TASK DETAILS:
Lines of the listing below that contain the string "Southeast" are to be returned.

________________

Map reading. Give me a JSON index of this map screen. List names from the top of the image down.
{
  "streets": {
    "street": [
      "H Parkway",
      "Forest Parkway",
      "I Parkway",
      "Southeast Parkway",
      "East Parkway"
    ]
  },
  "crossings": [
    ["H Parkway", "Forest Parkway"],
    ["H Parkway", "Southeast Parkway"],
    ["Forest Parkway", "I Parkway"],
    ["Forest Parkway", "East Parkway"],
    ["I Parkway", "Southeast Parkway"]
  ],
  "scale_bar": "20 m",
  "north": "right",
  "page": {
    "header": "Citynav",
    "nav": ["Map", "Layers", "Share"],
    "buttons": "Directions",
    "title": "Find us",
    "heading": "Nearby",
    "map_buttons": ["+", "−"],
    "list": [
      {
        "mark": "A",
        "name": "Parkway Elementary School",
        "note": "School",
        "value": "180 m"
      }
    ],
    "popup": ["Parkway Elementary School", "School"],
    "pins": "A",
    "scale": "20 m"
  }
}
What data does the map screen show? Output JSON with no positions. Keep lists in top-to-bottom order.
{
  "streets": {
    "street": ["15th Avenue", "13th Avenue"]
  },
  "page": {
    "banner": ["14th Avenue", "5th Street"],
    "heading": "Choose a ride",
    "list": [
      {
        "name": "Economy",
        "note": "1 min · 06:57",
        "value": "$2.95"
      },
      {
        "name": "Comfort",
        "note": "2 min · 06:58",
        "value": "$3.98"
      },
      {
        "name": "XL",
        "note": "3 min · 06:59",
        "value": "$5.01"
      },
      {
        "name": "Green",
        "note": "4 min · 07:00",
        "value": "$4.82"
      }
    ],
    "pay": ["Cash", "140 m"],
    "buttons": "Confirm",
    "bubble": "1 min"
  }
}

________________

WRITTEN SOLUTION:
      "Southeast Parkway",
    ["H Parkway", "Southeast Parkway"],
    ["I Parkway", "Southeast Parkway"]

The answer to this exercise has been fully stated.